Extracted records:
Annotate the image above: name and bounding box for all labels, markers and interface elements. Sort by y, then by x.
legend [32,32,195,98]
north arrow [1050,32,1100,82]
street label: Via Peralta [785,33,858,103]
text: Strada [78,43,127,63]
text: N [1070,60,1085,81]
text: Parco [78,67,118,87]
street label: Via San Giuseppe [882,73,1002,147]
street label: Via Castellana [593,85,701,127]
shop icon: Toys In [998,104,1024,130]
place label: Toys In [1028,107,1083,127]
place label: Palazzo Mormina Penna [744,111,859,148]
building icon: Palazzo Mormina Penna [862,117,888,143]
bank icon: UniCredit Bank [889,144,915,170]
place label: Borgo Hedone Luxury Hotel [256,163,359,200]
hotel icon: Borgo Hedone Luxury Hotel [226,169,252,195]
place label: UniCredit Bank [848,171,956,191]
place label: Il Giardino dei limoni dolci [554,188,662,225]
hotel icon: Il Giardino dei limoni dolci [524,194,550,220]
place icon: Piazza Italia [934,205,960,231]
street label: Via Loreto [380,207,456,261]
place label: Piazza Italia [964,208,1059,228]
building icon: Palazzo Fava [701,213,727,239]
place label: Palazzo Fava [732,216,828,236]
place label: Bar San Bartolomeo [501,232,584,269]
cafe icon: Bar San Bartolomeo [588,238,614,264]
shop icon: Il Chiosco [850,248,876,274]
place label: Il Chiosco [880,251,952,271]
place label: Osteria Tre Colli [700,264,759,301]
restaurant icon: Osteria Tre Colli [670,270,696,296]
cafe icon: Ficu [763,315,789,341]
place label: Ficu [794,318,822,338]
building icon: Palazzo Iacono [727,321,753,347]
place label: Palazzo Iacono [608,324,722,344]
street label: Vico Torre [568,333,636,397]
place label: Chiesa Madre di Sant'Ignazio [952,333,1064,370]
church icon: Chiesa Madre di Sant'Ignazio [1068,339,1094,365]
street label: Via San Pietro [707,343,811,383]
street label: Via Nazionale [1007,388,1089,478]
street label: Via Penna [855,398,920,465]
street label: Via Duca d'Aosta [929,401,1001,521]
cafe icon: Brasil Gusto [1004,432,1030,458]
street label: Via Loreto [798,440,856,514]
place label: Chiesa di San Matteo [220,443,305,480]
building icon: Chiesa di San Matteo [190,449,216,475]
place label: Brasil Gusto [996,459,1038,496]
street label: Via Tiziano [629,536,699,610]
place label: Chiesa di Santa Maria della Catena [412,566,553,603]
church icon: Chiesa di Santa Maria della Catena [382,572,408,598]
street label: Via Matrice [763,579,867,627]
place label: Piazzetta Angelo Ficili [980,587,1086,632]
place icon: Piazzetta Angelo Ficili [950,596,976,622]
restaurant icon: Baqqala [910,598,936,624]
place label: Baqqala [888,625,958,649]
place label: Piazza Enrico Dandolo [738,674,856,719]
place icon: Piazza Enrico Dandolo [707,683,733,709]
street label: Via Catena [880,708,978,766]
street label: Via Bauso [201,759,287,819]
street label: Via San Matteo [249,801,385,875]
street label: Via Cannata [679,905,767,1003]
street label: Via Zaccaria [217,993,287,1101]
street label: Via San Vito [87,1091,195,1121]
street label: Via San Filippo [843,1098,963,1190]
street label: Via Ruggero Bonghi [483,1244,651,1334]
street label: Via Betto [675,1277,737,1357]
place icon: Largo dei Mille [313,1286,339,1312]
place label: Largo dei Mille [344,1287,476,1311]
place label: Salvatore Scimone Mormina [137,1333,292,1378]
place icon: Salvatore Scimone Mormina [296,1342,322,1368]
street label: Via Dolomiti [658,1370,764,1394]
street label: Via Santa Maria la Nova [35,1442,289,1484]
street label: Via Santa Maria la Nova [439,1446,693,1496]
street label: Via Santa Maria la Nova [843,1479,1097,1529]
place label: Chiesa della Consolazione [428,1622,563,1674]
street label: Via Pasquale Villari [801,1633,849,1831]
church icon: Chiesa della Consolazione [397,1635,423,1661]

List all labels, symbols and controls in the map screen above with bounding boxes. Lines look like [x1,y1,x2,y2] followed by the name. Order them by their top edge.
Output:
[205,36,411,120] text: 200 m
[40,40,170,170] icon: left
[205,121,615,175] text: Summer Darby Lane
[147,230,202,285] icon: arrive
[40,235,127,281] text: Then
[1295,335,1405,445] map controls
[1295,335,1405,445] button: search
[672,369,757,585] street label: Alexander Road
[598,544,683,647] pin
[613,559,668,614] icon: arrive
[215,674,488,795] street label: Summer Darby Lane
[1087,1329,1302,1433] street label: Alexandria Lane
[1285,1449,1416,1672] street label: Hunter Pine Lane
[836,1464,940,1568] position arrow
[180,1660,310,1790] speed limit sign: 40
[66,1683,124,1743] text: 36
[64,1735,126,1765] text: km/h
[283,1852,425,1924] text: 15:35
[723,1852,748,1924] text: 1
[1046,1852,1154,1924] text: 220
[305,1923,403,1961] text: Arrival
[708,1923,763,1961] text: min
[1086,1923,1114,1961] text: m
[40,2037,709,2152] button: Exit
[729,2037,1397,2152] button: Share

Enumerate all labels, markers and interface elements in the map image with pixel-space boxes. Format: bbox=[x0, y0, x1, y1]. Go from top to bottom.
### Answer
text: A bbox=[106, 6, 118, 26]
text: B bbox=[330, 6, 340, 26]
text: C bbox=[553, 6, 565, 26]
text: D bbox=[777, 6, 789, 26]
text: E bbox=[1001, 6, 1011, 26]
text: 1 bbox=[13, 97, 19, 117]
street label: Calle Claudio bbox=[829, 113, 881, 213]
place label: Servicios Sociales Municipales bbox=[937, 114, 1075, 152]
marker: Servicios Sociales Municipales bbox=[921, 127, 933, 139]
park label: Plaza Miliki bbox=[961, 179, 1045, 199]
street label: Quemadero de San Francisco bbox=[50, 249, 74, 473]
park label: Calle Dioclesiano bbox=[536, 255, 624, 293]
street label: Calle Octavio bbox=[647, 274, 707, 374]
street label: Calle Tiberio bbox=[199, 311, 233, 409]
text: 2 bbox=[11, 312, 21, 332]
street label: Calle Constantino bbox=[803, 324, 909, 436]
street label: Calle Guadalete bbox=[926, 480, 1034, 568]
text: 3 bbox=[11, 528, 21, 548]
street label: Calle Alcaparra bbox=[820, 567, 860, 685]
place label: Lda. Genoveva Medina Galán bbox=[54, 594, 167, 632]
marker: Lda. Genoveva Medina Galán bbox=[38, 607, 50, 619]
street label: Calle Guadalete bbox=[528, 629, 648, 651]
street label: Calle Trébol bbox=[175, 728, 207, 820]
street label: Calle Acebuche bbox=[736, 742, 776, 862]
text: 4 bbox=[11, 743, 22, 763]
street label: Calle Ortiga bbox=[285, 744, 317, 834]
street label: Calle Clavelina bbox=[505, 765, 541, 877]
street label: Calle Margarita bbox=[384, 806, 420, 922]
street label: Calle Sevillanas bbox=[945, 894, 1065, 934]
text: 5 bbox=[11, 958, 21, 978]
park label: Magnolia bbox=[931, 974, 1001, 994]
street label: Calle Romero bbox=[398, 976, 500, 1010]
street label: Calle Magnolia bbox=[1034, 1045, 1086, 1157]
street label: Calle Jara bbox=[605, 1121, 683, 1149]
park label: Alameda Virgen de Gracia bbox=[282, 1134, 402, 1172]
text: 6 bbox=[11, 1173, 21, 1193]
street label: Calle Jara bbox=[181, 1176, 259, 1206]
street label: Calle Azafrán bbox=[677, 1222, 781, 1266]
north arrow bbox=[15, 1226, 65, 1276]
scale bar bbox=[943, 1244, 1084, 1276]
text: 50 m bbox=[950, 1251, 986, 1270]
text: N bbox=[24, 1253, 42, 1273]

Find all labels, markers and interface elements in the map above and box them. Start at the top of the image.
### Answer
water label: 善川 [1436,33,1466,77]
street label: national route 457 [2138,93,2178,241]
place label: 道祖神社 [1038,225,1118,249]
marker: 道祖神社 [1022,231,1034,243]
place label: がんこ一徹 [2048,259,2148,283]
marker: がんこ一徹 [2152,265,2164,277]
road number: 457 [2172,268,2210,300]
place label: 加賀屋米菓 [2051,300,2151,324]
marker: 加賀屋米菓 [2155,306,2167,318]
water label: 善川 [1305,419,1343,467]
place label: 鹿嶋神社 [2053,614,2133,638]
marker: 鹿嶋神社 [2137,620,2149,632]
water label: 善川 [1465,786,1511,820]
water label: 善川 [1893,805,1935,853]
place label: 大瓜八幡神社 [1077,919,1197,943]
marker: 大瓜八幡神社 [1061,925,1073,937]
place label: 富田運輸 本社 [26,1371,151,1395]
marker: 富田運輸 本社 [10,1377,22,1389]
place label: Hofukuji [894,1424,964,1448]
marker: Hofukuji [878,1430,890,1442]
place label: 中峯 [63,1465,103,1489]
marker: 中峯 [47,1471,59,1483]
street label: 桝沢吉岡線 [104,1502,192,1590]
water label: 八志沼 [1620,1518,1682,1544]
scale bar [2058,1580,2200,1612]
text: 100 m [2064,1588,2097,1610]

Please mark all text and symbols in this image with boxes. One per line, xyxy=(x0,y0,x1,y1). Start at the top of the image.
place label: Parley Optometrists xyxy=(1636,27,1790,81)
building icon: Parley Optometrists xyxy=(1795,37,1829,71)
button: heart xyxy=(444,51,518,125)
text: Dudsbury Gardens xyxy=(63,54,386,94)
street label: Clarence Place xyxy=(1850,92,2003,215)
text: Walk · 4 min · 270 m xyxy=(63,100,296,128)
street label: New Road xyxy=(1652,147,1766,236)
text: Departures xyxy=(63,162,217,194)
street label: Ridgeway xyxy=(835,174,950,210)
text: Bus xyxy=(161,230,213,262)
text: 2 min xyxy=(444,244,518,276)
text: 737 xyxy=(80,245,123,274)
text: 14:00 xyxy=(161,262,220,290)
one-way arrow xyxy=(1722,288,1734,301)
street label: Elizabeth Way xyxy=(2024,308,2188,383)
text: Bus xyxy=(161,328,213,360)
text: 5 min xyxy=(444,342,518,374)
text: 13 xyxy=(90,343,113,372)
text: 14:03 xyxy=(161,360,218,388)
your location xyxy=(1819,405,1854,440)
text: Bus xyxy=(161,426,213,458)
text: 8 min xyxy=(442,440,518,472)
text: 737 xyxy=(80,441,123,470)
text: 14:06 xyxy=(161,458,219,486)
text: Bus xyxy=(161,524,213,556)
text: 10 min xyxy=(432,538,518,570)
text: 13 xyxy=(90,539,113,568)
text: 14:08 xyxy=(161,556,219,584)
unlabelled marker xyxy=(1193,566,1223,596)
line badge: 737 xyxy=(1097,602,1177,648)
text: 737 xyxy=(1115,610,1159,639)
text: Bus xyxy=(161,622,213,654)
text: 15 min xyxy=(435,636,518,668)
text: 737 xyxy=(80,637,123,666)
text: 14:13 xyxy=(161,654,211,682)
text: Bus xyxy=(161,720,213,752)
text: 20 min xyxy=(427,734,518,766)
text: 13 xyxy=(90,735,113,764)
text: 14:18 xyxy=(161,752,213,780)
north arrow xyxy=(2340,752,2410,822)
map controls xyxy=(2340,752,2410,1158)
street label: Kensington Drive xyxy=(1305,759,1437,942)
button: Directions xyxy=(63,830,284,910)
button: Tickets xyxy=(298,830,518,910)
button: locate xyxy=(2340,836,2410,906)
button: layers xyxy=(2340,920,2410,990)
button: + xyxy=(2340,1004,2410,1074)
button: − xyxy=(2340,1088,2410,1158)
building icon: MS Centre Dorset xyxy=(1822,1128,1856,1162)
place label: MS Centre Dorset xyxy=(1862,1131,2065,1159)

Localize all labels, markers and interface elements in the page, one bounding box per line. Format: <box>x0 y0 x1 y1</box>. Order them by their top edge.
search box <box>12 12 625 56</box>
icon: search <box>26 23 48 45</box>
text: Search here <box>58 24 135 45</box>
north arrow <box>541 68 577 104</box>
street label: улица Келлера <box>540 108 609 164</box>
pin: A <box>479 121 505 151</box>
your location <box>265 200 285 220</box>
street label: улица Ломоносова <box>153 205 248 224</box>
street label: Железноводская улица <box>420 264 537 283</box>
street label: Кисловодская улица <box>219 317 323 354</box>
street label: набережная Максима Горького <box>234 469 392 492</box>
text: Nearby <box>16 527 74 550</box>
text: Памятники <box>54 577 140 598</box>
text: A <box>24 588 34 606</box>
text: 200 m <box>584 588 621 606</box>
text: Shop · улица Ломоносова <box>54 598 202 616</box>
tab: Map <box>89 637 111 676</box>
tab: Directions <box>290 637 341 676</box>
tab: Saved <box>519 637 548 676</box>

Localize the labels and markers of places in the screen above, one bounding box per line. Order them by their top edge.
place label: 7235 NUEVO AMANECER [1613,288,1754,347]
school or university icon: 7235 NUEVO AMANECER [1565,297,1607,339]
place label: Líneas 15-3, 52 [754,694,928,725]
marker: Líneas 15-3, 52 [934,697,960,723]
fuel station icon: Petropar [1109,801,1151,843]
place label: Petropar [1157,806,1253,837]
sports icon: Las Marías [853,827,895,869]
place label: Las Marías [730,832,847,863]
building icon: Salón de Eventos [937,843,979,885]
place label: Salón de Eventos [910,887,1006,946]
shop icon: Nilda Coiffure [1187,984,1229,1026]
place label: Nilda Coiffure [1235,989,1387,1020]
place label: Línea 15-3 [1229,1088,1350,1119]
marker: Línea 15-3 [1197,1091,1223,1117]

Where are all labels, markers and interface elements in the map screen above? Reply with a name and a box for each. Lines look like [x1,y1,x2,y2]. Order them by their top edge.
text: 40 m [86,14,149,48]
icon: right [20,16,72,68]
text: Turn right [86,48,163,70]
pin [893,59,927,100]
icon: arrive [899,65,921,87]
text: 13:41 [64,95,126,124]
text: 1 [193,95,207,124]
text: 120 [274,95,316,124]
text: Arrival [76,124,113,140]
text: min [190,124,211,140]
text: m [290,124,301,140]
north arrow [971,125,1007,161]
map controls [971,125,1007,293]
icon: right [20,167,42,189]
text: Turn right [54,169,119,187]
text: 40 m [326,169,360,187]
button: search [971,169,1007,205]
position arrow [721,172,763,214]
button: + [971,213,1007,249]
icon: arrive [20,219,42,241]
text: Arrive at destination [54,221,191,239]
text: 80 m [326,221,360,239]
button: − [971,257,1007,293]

_ABOUT THIS TASK_:
Your answer should be only the number of lines, in the entries above, that include "Order".

_PROBLEM SOLUTION_:
4